» **WORK TASK**: Without the pictures, write out every entry that follows exactly.

[Start of section]

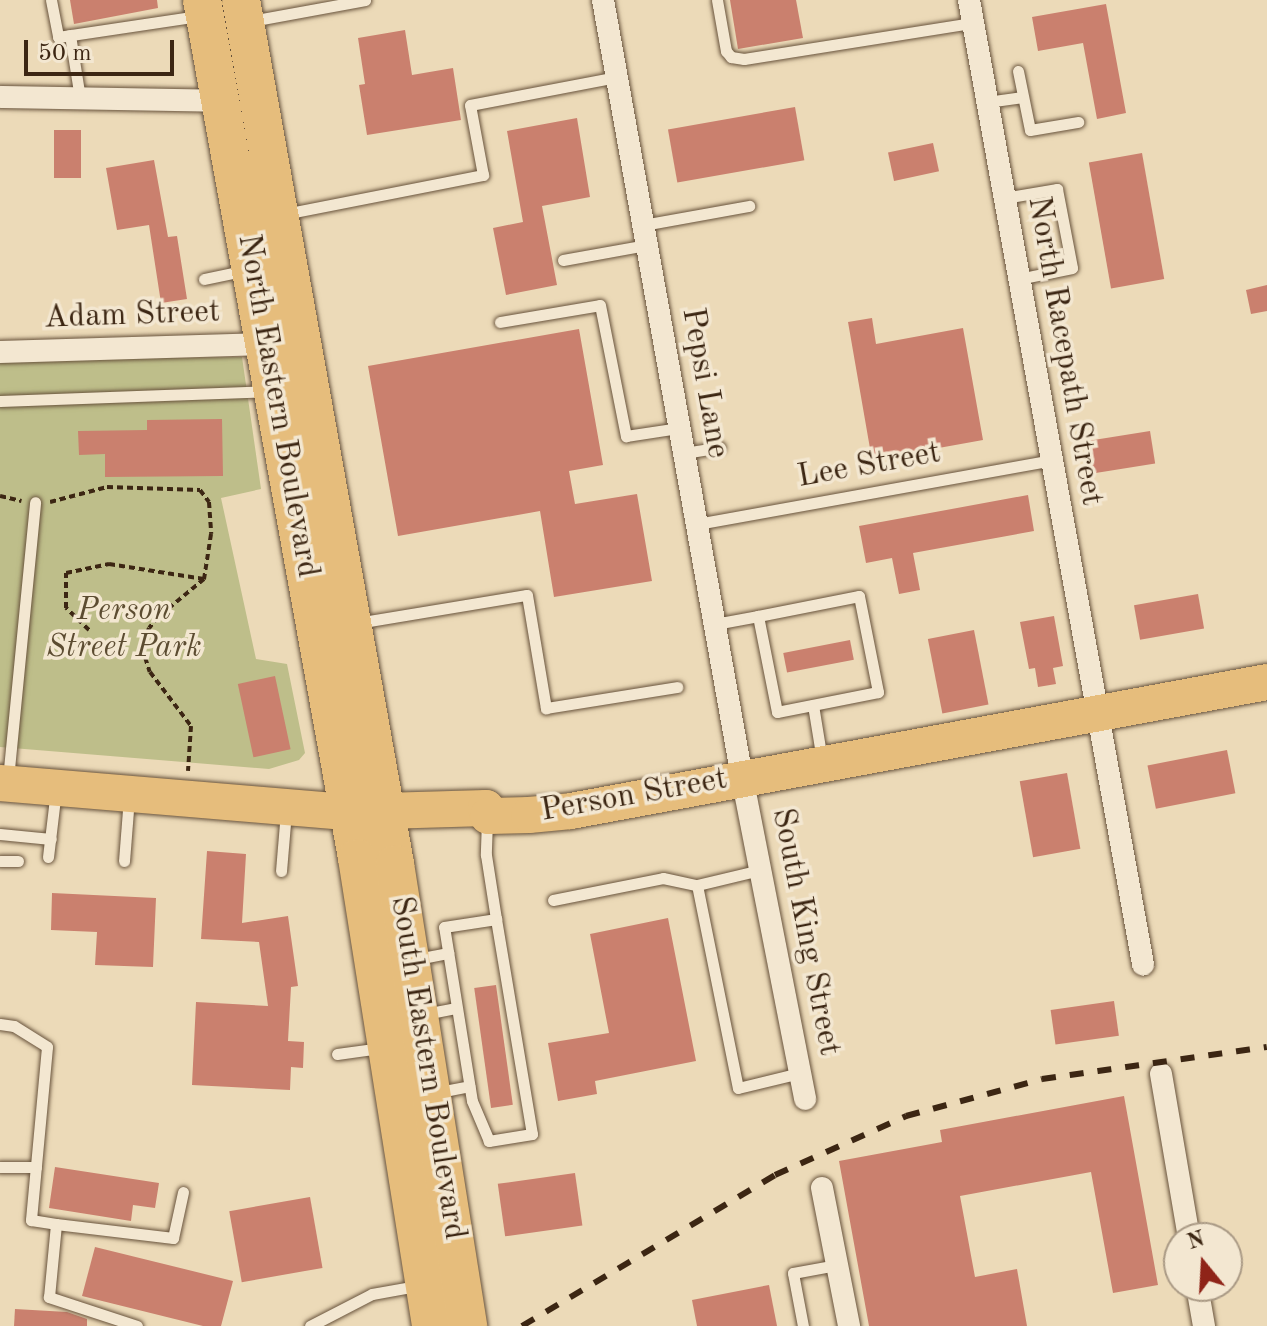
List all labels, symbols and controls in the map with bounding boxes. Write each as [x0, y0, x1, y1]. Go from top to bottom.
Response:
scale bar [28, 24, 178, 74]
text: 50 m [38, 42, 92, 66]
street label: North Racepath Street [1018, 193, 1110, 509]
street label: North Eastern Boulevard [228, 231, 326, 581]
street label: Adam Street [43, 294, 221, 338]
street label: Pepsi Lane [672, 305, 736, 461]
street label: Lee Street [794, 435, 944, 497]
park label: Person Street Park [46, 593, 202, 668]
street label: Person Street [538, 761, 730, 831]
street label: South King Street [762, 805, 848, 1059]
street label: South Eastern Boulevard [381, 893, 473, 1243]
north arrow [1163, 1222, 1243, 1302]
text: N [1185, 1228, 1208, 1254]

[End of section]

» **THE COMPLETED TASK**:
List all labels, symbols and controls in the map with bounding boxes. Write each as [x0, y0, x1, y1]. Go from top to bottom.
Response:
scale bar [28, 24, 178, 74]
text: 50 m [38, 42, 92, 66]
street label: North Racepath Street [1018, 193, 1110, 509]
street label: North Eastern Boulevard [228, 231, 326, 581]
street label: Adam Street [43, 294, 221, 338]
street label: Pepsi Lane [672, 305, 736, 461]
street label: Lee Street [794, 435, 944, 497]
park label: Person Street Park [46, 593, 202, 668]
street label: Person Street [538, 761, 730, 831]
street label: South King Street [762, 805, 848, 1059]
street label: South Eastern Boulevard [381, 893, 473, 1243]
north arrow [1163, 1222, 1243, 1302]
text: N [1185, 1228, 1208, 1254]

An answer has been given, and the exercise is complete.